Si de algo se felicitó Rajoy en su reciente entrevista en TVE fue de haber salvado el Estado de Bienestar, es decir, de haber subido salvajemente los impuestos para evitar recortar mucho más el gasto público. No contento con ello, el presidente del Gobierno también lamentó no haber podido construir más carreteras y líneas de ferrocarril durante esta legislatura: debe de ser que, a su juicio, España apenas sido fustigada con obra pública durante la última década. Y, por si fuera poco, el líder del PP también defendió sin ambages el papel (adoctrinador) de las televisiones públicas.
Pareciera que cualquier cosa le vale a Rajoy salvo dejar tranquilo al contribuyente. Nada demasiado sorprendente, por otro lado. El mandamás popular es un burócrata orgulloso de su condición: su vida profesional siempre se ha desarrollado a la sombra del Estado y su entorno de colaboradores está constituido por otros burócratas igualmente orgullosos de serlo. Su visión de la libertad y del mercado son meramente instrumentales: en tanto la libertad y el mercado permitan financiar una creciente estructura estatal, la libertad y el mercado serán aceptables. Su estrategia política es conservadora, grisácea y acomodaticia: Rajoy no quiere líos ni grandes cambios revolucionarios, tan sólo afianzar el poder incordiando a la menor cantidad de gente posible.
El primer jefe de Gabinete de Obama, Rahm Emanuel, se hizo famoso por acuñar la frase de que “no puedes permitirte desperdiciar una gran crisis”, esto es, que el gobierno tiene que aprovechar las grandes crisis para sacar adelante todas aquellas reformas que la ciudadanía jamás aceptaría en tiempos normales. Rajoy es todo lo opuesto al consejo de Emanuel: su ideología es la de la inmovilidad, la de retener el poder a modo de administrador del statu quo. El gallego carece de otros principios y valores que los de la manada de votantes que cree que pueden ayudarle a conservar La Moncloa. Su ambición no es la de intensificar la libertad y la prosperidad de los españoles, sino la de conservar la poltrona.
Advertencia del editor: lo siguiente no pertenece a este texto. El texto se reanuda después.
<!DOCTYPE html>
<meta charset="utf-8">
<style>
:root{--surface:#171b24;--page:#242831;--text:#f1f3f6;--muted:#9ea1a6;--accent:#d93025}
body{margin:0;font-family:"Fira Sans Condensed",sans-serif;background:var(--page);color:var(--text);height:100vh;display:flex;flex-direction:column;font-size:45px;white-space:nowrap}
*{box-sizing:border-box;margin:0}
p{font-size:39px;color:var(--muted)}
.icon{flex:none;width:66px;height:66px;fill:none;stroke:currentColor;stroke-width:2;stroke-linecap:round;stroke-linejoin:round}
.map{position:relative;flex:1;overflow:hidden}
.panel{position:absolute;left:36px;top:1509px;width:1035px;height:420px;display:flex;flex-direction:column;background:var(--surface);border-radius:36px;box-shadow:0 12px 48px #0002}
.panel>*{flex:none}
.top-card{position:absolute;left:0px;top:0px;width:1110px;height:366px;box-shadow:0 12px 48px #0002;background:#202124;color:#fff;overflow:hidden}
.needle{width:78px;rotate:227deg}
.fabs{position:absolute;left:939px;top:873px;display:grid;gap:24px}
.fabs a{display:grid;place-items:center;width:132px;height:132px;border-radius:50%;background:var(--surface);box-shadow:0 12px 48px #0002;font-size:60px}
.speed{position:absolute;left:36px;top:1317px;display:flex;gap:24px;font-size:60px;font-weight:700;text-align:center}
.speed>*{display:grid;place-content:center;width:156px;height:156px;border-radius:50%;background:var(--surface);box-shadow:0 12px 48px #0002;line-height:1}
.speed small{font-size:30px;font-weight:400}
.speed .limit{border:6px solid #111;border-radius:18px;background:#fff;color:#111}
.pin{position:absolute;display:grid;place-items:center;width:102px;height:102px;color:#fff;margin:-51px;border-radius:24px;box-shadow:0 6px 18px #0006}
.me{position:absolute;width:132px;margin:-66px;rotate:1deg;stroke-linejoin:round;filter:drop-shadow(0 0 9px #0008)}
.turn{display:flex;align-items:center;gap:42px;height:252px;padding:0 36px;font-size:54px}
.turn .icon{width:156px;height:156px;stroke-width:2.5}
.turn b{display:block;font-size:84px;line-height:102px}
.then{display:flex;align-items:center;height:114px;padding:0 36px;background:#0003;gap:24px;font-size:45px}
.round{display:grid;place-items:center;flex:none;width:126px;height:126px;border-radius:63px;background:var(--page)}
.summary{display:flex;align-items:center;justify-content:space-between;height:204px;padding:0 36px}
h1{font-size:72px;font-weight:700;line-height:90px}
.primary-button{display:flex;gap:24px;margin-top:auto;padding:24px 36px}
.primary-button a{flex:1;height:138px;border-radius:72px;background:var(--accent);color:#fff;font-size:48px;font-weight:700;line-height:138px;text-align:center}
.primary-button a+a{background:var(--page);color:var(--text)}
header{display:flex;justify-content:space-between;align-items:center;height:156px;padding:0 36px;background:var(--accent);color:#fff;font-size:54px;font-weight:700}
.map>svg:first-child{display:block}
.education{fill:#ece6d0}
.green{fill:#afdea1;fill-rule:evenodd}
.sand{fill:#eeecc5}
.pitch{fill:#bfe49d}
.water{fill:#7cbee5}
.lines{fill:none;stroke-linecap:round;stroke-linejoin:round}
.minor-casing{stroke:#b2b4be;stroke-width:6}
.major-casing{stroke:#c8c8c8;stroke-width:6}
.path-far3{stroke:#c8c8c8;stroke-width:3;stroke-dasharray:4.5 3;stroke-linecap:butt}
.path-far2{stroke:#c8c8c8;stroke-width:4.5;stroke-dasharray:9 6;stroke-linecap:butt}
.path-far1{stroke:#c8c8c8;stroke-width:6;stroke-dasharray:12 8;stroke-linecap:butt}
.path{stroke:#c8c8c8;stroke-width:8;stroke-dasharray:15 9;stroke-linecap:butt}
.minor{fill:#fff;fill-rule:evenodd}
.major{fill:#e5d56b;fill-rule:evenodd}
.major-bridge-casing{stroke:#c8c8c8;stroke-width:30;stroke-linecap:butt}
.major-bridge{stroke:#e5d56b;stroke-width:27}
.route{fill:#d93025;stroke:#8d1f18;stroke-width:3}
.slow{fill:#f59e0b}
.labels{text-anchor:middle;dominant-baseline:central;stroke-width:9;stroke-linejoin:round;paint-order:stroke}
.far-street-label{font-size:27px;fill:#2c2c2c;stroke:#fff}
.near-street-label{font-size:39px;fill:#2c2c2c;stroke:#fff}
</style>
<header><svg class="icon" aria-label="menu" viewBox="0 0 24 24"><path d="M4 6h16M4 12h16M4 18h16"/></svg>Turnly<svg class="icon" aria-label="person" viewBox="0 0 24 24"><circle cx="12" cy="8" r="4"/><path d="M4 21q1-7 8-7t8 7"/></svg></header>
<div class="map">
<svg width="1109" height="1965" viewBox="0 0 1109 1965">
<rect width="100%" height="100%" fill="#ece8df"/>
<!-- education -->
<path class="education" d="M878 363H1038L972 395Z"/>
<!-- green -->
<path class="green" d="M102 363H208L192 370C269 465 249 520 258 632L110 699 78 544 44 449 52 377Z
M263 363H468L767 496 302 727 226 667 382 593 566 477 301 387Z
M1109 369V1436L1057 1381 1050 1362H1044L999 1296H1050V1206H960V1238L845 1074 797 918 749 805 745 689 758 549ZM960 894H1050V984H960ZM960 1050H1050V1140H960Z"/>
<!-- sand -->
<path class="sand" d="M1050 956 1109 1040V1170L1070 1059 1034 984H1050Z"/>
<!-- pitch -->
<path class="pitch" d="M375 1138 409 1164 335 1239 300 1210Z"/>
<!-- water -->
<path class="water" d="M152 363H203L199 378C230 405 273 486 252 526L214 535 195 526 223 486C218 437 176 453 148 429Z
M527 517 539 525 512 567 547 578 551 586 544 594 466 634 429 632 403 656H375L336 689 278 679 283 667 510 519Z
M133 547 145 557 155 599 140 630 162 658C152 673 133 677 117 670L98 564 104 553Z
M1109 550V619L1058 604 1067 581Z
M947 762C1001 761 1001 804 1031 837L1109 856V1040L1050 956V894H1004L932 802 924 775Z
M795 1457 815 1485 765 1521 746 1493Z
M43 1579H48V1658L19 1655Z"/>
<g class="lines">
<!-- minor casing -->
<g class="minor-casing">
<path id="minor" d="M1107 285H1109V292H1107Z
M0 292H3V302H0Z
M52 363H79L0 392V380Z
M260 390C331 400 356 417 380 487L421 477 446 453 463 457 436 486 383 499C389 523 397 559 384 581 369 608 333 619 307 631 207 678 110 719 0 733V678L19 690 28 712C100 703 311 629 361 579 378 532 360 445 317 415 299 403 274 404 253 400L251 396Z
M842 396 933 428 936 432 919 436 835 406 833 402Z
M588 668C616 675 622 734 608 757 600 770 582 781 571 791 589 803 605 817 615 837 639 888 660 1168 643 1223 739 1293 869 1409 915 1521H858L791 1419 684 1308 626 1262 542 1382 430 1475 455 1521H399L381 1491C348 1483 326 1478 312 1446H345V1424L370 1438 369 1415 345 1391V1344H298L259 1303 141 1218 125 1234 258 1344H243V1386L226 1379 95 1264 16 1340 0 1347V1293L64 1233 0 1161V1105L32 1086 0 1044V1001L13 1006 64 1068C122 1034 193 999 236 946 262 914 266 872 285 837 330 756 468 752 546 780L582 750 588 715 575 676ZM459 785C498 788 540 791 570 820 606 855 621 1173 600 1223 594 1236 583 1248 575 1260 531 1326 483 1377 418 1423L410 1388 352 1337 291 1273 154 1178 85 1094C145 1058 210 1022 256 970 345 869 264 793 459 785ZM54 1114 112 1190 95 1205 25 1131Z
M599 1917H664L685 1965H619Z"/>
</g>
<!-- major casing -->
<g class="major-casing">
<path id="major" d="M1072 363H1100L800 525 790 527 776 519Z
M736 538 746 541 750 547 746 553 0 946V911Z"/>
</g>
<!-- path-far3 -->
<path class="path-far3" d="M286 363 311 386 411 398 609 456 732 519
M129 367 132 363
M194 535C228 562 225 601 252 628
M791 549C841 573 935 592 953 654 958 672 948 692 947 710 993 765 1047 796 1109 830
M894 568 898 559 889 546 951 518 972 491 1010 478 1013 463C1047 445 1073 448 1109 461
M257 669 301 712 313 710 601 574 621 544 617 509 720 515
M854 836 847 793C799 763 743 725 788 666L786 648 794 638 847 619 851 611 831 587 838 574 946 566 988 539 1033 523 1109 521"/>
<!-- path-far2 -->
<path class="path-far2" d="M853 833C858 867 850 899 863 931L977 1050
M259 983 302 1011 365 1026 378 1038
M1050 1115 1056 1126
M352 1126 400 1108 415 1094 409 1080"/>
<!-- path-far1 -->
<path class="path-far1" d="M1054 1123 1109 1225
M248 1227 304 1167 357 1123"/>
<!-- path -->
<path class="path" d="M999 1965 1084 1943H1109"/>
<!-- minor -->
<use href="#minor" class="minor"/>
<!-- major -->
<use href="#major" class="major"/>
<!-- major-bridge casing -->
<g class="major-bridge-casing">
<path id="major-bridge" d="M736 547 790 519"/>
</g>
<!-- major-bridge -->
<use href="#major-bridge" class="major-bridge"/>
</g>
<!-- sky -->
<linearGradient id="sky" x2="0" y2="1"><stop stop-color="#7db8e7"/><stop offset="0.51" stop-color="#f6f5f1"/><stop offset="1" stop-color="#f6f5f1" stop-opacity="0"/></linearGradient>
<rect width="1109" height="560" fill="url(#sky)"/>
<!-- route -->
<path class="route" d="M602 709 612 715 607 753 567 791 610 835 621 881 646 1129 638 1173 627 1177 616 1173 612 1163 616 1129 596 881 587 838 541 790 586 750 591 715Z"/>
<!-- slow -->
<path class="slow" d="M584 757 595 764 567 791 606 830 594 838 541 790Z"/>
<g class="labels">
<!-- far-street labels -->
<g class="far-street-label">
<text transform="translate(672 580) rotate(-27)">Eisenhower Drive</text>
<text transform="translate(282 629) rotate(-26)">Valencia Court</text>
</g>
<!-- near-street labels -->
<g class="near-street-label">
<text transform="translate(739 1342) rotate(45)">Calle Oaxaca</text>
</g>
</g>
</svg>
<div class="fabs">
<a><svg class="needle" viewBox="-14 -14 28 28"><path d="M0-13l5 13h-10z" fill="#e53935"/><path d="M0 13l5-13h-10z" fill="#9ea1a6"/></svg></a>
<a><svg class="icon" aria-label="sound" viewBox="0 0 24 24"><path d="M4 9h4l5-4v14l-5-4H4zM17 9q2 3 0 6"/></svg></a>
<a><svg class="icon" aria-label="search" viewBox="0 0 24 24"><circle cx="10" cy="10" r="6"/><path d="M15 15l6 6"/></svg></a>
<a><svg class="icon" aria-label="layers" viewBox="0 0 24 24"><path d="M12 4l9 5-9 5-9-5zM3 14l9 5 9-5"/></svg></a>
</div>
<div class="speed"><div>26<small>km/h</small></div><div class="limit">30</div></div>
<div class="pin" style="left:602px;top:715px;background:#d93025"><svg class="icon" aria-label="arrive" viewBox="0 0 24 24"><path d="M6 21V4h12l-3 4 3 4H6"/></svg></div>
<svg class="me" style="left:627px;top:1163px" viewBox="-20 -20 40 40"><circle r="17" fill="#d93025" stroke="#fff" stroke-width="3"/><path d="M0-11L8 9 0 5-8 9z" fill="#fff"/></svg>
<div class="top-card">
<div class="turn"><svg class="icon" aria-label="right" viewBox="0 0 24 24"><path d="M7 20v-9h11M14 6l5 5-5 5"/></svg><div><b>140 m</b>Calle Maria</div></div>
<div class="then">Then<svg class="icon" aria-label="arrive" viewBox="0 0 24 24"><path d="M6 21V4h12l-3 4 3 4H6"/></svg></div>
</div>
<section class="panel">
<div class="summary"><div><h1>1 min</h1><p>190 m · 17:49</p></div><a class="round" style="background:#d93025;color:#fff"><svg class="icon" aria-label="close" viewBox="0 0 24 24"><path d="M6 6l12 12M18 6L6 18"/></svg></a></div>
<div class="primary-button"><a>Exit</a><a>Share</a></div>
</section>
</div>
Por eso, las reformas y los ajustes que acometió en 2012 tuvieron que venir impuestos por Europa y por la situación de pre-quiebra en la que se hallaba España: no fue la convicción lo que los motivó, sino la extrema necesidad. Y de ahí que, una vez Mario Draghi rescató a la economía española en julio de 2012, todo nuevo ajuste o reforma cesó. Rajoy buscó el mínimo absoluto para que el Estado no quebrara durante su legislatura, y una vez obtuvo ese mínimo absoluto, perdió todo sucesivo interés en transformar la disfuncional estructura institucional de España. Ahora, con los tipos de interés en mínimos y la recaudación tributaria creciendo, el líder de los populares vuelve a pensar en lo que ya pensaba Zapatero: en cómo reforzar el Estado y en cómo volver a gastar a manos llenas. En esos mismos términos también se expresó, por cierto, su vicepresidenta en una reciente entrevista: “Tiene que ser una gozada gobernar con dinero. A nosotros no nos ha tocado”.
A la vista de tan ilustrativas declaraciones, uno imaginaría que resulta absolutamente cristalino que PP y liberalismo son términos desconectados y casi antitéticos. Sin embargo, muchas personas siguen asociándolos, acaso porque durante bastantes años esta formación política ondeó tal bandera ideológica de manera electoralista (si bien el propio Rajoy instó en 2008 a todos los liberales a que salieran del partido). Pero los hechos deberían pesar más que las etiquetas autoimpuestas —también el PP asegura ser un partido libre de corrupción— y en este caso los hechos son concluyentes: la política económica de Rajoy, como él mismo reconoce, ha ido dirigida a rescatar a la burocracia estatal a costa de sacrificar al ciudadano. En eso, y sólo en eso, misión cumplida, Sr. Presidente.